**Your task:**
Using the listing that follows, filter out every line lacking the string "lineWidth" and return the rest.

**Supplied material:**

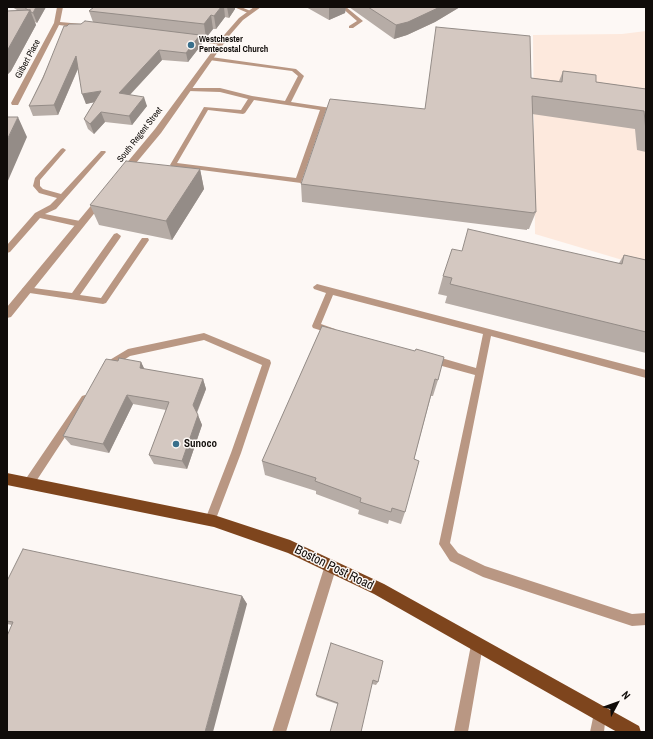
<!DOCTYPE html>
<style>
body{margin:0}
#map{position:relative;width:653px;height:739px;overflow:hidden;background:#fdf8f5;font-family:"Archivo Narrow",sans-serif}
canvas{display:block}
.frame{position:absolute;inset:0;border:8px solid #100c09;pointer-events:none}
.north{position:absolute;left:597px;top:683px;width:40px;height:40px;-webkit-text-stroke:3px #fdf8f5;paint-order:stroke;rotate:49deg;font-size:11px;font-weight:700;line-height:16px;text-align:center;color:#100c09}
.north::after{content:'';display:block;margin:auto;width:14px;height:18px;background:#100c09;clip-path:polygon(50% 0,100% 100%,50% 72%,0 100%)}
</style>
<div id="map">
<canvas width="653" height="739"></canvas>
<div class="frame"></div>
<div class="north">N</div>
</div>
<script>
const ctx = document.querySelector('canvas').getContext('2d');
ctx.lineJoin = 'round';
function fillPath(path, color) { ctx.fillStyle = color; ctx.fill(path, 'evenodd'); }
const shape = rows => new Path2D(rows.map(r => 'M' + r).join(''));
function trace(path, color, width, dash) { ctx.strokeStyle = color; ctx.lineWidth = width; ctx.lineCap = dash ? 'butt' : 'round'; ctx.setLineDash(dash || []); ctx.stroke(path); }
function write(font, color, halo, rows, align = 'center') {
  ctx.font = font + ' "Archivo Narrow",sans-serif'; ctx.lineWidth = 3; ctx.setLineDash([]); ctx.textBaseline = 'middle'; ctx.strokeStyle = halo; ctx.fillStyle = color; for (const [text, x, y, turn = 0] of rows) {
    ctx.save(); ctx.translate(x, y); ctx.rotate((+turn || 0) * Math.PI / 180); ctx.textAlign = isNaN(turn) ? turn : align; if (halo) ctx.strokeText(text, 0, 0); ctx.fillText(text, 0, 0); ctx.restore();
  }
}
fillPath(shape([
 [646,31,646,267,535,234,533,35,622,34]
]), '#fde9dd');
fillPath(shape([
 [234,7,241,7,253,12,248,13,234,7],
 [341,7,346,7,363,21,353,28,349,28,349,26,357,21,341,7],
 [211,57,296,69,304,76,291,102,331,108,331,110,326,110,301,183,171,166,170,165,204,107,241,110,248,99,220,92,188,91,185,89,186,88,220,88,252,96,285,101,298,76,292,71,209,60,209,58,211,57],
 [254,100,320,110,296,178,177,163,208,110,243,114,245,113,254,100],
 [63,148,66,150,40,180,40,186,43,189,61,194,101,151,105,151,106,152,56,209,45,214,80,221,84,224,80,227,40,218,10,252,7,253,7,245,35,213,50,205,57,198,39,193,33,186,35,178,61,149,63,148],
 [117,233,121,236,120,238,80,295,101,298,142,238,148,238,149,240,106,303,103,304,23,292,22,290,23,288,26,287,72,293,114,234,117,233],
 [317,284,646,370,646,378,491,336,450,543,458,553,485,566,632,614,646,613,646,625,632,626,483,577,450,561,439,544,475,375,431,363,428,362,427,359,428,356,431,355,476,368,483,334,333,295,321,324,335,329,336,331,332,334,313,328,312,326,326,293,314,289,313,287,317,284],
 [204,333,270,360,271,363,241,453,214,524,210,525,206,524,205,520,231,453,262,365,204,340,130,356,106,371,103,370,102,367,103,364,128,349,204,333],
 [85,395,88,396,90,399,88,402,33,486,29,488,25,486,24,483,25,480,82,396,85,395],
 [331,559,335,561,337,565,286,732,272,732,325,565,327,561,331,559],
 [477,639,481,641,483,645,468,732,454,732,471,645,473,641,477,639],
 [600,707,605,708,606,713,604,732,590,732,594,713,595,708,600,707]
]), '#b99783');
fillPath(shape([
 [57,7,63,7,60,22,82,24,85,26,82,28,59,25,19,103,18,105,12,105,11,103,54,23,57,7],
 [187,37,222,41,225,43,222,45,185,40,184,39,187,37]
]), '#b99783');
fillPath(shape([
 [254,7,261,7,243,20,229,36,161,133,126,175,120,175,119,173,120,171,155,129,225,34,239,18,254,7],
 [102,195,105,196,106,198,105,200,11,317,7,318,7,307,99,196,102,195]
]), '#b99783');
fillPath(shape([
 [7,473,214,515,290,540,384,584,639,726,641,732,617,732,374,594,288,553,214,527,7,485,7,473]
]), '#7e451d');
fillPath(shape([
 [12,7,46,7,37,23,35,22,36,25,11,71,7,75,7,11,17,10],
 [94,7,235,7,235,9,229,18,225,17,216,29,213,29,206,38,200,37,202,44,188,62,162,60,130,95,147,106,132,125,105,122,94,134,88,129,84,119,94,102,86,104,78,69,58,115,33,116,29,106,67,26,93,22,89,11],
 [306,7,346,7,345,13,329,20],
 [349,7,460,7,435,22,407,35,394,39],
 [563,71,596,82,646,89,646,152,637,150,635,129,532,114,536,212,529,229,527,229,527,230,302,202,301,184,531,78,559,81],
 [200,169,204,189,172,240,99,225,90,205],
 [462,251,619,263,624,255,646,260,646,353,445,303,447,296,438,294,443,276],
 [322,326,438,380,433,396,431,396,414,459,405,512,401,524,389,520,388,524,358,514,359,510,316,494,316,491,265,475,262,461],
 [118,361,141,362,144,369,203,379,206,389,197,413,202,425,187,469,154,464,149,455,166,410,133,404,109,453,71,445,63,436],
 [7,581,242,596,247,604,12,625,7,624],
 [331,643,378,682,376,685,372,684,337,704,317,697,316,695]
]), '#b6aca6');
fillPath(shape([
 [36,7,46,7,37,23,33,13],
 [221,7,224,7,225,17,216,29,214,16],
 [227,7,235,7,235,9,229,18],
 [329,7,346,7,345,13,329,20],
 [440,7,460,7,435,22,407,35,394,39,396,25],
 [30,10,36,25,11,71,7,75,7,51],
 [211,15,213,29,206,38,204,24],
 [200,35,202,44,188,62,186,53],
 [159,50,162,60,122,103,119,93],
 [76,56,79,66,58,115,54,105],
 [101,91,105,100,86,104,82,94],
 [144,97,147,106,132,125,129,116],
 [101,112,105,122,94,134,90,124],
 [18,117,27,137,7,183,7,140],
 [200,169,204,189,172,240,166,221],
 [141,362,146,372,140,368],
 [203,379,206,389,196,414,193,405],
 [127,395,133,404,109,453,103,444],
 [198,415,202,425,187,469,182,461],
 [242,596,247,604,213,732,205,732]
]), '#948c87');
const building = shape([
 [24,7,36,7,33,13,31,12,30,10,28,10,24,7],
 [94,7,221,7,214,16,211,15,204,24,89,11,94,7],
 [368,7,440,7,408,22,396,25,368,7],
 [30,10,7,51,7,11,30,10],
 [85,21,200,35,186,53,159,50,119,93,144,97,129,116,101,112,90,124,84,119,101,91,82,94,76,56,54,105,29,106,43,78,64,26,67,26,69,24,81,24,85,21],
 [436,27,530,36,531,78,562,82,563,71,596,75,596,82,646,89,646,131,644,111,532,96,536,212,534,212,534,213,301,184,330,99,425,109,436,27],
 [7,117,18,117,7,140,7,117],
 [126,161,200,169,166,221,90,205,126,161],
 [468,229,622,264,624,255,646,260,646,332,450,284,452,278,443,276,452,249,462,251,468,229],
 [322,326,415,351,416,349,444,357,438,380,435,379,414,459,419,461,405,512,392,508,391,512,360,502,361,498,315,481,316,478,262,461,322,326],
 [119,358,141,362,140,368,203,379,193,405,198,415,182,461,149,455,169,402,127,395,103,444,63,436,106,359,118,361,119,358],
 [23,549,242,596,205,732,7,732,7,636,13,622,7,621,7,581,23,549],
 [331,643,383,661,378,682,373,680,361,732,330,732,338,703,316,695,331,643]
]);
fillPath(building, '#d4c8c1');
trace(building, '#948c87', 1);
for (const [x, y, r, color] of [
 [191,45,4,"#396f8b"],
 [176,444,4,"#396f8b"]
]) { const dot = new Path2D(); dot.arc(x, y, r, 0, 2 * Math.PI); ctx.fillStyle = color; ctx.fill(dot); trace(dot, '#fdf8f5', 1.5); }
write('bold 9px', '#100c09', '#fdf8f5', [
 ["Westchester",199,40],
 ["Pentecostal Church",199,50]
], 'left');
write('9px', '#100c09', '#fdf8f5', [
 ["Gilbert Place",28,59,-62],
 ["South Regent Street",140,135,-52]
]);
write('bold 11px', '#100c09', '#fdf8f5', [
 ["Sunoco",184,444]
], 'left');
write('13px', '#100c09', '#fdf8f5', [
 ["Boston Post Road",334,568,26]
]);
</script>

**The answer:**
function trace(path, color, width, dash) { ctx.strokeStyle = color; ctx.lineWidth = width; ctx.lineCap = dash ? 'butt' : 'round'; ctx.setLineDash(dash || []); ctx.stroke(path); }
  ctx.font = font + ' "Archivo Narrow",sans-serif'; ctx.lineWidth = 3; ctx.setLineDash([]); ctx.textBaseline = 'middle'; ctx.strokeStyle = halo; ctx.fillStyle = color; for (const [text, x, y, turn = 0] of rows) {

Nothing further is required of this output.